§ **RECORDS SHOWN**
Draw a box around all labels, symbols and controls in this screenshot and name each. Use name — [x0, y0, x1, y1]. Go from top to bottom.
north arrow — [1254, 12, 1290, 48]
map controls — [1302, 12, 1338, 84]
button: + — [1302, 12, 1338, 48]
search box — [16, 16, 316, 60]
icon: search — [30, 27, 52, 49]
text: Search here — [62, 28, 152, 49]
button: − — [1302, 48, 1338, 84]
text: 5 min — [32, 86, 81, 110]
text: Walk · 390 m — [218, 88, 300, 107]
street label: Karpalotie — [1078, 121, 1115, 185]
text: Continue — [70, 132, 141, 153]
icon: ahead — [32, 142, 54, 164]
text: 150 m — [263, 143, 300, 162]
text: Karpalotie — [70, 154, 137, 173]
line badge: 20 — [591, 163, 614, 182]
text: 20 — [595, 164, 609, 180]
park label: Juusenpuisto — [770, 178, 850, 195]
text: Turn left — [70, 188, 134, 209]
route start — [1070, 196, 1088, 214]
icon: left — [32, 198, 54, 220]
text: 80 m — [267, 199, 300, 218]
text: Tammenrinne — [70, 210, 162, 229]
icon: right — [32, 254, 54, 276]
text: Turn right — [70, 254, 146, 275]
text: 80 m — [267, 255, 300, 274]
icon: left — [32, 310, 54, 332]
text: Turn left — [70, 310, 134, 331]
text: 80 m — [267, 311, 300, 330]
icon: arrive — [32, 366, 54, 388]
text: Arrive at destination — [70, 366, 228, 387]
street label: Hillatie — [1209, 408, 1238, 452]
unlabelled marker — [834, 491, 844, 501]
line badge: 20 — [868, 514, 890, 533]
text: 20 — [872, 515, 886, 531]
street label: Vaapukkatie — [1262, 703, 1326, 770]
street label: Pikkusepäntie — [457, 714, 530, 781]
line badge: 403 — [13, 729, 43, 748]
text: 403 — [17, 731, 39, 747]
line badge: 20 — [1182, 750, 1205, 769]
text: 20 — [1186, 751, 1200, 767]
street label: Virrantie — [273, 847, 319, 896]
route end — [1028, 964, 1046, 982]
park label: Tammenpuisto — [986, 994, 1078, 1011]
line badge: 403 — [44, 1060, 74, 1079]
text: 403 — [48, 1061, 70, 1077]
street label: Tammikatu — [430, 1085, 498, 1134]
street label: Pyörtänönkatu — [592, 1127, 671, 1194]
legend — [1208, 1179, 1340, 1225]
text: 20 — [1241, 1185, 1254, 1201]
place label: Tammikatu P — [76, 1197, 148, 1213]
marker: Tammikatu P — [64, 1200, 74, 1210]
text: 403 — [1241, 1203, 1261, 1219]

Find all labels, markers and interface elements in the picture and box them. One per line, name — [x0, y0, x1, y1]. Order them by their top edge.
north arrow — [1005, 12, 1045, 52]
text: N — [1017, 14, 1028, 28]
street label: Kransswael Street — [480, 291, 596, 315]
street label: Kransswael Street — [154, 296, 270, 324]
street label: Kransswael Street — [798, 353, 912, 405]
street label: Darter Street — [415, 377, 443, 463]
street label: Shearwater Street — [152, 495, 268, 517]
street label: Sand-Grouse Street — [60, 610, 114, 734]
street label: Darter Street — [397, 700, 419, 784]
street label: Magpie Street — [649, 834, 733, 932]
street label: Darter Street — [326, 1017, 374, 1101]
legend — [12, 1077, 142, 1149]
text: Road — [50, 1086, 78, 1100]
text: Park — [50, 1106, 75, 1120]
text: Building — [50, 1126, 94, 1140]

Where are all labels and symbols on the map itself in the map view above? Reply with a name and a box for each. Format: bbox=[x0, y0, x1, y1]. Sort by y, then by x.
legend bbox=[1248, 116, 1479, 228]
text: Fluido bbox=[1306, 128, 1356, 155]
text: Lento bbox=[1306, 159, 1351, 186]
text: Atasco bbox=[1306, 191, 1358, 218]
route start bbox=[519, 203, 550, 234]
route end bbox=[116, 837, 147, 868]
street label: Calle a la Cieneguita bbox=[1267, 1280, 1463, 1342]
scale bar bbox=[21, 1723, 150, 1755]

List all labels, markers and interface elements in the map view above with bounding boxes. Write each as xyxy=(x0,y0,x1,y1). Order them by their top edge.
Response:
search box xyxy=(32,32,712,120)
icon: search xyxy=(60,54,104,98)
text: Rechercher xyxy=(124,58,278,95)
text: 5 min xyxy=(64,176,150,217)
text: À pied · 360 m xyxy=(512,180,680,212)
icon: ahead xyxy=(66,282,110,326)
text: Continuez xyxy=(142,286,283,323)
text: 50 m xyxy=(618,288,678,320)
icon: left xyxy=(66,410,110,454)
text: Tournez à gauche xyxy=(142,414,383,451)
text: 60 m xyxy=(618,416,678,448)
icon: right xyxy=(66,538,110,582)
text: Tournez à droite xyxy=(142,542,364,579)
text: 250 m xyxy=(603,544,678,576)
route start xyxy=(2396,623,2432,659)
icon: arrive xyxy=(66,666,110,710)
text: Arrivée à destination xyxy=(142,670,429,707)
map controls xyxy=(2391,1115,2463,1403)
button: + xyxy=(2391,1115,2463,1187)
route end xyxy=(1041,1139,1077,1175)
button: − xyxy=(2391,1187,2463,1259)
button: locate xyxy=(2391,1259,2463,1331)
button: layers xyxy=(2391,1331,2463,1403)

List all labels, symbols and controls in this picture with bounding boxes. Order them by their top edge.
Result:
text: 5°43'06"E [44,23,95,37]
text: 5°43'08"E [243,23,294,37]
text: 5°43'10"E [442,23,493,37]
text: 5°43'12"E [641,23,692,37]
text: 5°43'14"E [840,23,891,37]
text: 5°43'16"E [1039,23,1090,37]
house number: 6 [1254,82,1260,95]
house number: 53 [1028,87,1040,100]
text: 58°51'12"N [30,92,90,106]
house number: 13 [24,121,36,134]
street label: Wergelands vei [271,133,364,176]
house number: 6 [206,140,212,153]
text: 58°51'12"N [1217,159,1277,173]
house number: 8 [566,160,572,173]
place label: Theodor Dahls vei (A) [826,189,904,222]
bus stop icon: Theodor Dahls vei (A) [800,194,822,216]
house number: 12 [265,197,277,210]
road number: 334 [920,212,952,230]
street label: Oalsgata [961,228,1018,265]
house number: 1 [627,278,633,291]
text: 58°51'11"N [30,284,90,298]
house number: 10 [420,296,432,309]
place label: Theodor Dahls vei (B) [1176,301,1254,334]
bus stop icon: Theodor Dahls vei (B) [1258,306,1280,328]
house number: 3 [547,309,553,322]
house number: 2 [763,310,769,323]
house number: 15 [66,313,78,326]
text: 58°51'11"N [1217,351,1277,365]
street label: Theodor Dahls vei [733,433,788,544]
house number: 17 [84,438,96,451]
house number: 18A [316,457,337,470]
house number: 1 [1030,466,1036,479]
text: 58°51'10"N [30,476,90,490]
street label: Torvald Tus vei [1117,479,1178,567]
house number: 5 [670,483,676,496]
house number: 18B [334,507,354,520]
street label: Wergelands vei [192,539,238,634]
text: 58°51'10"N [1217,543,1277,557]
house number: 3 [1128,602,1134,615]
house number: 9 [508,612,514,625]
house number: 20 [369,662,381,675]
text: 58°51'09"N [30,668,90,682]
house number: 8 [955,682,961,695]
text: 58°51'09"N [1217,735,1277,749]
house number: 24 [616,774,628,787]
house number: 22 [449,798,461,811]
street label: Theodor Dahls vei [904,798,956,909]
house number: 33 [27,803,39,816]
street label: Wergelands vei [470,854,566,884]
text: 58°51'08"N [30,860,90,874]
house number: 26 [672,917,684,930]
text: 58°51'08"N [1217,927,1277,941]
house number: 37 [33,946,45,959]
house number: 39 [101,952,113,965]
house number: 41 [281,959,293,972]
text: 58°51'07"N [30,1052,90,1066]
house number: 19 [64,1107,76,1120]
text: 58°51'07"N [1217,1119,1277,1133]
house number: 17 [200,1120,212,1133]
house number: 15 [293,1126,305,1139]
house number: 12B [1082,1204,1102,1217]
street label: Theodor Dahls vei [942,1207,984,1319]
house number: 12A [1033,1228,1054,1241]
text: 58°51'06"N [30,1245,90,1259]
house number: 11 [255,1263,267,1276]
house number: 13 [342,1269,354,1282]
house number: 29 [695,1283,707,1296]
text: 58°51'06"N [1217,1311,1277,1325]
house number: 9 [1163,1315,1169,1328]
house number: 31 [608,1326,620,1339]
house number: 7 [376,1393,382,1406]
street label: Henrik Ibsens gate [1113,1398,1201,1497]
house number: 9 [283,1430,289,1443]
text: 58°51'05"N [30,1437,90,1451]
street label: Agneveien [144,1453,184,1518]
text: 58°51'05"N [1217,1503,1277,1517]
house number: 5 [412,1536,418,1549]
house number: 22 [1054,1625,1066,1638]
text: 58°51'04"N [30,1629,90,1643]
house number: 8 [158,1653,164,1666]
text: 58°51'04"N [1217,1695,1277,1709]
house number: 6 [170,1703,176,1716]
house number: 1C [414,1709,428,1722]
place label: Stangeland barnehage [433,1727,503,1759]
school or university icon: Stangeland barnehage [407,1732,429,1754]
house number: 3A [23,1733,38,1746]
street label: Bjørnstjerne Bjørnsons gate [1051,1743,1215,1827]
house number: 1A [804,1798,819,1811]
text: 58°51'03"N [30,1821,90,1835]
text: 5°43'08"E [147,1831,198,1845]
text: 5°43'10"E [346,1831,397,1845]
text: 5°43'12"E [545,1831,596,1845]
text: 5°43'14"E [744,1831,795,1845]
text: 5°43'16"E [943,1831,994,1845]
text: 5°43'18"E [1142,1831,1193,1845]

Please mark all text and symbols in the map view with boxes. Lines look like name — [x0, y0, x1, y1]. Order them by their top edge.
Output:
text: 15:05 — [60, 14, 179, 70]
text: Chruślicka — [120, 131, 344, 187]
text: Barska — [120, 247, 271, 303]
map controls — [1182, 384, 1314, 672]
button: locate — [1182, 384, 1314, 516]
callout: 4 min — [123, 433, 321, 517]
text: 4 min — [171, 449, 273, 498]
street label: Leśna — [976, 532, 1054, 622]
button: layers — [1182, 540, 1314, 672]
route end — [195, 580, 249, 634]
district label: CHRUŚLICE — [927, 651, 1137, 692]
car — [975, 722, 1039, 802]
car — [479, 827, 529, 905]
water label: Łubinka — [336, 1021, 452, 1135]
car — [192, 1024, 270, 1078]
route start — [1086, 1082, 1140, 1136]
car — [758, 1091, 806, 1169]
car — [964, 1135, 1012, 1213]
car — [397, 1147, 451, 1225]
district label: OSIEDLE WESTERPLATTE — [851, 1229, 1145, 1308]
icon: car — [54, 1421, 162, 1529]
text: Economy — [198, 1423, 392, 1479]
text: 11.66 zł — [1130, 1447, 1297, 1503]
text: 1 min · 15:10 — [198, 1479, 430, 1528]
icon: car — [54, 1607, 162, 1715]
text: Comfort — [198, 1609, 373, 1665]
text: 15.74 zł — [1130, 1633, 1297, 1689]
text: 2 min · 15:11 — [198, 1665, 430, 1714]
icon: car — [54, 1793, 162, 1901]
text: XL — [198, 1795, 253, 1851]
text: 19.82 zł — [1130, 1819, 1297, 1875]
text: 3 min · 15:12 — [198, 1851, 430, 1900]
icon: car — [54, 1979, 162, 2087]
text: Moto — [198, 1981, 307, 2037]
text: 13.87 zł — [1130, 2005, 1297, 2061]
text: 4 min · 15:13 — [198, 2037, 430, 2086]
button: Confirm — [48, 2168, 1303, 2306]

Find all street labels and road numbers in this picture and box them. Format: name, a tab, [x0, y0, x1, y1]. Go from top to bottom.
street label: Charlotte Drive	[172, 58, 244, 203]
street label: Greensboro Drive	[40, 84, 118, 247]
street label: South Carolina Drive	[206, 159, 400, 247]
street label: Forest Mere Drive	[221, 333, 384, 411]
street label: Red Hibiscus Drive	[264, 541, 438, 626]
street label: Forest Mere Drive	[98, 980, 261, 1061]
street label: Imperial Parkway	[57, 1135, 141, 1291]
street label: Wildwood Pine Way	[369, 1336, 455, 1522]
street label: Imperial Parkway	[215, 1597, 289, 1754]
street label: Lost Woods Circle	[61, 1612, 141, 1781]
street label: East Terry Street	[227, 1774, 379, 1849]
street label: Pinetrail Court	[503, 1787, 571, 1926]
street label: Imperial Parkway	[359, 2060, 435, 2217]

§ **EXERCISE AIM**
Scan the listing above. Gather each line that contains the word "layers".

§ **YOUR SOLUTION**
button: layers xyxy=(2391,1331,2463,1403)
button: layers — [1182, 540, 1314, 672]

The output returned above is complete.